Brian Charles Chatton (born 19 July 1948 in Farnworth, Lancashire, England) is an English keyboardist, author and songwriter. He played with bands like the Warriors with singer Jon Anderson and then formed another group named Hickory with drummer and singer Phil Collins, they changed their name for Flaming Youth. Then he joined ex-bassist of The Nice, Lee Jackson, when the latter formed the second lineup of a band called Jackson Heights.

Biography

Early years
Chatton was born in Farnworth, Lancashire, England. From 1950 to 1965, the family lived in Kearsley.

From 1961, Chatton was in The Three Jets with lead guitarist Barry Reynolds (b. 27 October 1949, Bolton, Lancashire, England) and drummer Johnny Pickup.

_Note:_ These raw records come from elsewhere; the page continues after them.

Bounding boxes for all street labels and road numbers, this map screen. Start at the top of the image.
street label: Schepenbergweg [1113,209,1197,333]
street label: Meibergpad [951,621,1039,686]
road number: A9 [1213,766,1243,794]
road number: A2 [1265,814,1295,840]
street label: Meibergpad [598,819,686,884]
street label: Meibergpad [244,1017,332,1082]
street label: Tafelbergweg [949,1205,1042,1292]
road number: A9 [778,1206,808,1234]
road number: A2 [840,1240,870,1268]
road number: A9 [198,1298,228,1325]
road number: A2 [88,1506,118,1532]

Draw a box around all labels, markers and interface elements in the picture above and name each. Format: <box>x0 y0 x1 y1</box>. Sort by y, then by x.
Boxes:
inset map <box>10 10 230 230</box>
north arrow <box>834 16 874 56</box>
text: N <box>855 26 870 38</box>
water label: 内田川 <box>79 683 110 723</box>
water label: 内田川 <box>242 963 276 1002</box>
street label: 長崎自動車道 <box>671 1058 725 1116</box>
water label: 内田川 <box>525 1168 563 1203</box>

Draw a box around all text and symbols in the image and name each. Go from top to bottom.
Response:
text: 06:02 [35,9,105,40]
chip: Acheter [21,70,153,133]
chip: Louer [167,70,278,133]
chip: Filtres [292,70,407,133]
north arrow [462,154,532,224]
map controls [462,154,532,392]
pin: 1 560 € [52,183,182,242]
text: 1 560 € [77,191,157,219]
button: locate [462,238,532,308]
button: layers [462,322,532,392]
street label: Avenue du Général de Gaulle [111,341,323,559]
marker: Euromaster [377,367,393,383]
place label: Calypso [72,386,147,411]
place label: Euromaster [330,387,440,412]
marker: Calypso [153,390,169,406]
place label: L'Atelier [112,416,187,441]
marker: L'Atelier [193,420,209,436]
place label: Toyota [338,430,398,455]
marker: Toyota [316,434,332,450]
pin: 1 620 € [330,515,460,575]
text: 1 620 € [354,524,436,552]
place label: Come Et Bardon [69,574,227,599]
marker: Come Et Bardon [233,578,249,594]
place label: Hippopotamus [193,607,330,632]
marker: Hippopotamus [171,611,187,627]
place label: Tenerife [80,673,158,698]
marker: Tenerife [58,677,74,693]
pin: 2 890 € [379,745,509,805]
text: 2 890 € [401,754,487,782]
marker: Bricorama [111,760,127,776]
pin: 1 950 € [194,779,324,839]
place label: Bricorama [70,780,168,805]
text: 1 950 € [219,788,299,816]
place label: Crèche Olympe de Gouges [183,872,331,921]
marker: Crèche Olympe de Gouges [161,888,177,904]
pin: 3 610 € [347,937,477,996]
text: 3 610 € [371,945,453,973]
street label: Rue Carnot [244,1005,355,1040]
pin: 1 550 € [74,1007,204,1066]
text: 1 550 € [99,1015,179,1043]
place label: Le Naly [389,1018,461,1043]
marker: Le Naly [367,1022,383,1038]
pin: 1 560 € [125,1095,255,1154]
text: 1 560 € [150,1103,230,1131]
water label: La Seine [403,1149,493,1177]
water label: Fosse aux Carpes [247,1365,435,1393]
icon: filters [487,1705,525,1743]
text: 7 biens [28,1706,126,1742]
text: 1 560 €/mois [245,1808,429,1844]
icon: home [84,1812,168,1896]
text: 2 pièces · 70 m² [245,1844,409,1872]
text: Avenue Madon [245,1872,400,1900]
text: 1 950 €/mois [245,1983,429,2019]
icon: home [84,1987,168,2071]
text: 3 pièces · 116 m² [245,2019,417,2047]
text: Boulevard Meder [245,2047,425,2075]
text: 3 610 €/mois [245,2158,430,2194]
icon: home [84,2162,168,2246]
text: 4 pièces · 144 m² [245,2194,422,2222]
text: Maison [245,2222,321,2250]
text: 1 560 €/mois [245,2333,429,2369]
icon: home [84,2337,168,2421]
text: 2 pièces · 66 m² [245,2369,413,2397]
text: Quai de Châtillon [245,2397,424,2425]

From November 1965 to 1967, Chatton was in the Warriors, with Jon Anderson on vocals, his brother Tony Anderson on vocals and harmonica, Rod Hill and Mike Brereton on guitars, Dave Foster on bass (later in Badger with ex-Yes keyboardist Tony Kaye) and future King Crimson drummer Ian Wallace. Jon would eventually join Yes. When Chatton and Anderson moved to London, Chatton met Phil Collins and they formed a band to back John Walker of The Walker Brothers. Leaving Walker, the pair formed their own band, Hickory, which then evolved into Flaming Youth.

1970s
He played keyboards in Jackson Heights from their second album on. Around 1974, he was in Snafu for a short period, alongside Micky Moody and Colin Gibson. He appeared on their third album, All Funked Up, released 1975. He was on the first Rock Follies album in 1976. He joined a band put together by Chas Chandler (Animals) and backed Eric Burdon for 8 months, which included dates with both Santana, and Journey at Wembley Stadium. He also wrote the music for Eric's lyrics for a movie featuring Terence Stamp, called "Les Human." He did various sessions in London, playing with Ginger Baker. 3–5-year touring, recording and touring with John Miles band. Toured in America for first time. Roger Glover (Deep Purple) Mike Giles (King Crimson) Jack Green (Marc Bolan/Pretty Things) played on 4 of Jack's albums. Nico McBrain, Pat Travers, Iron Maiden, John Porter, Shep Pettibone (Producer – Pet Shop Boys)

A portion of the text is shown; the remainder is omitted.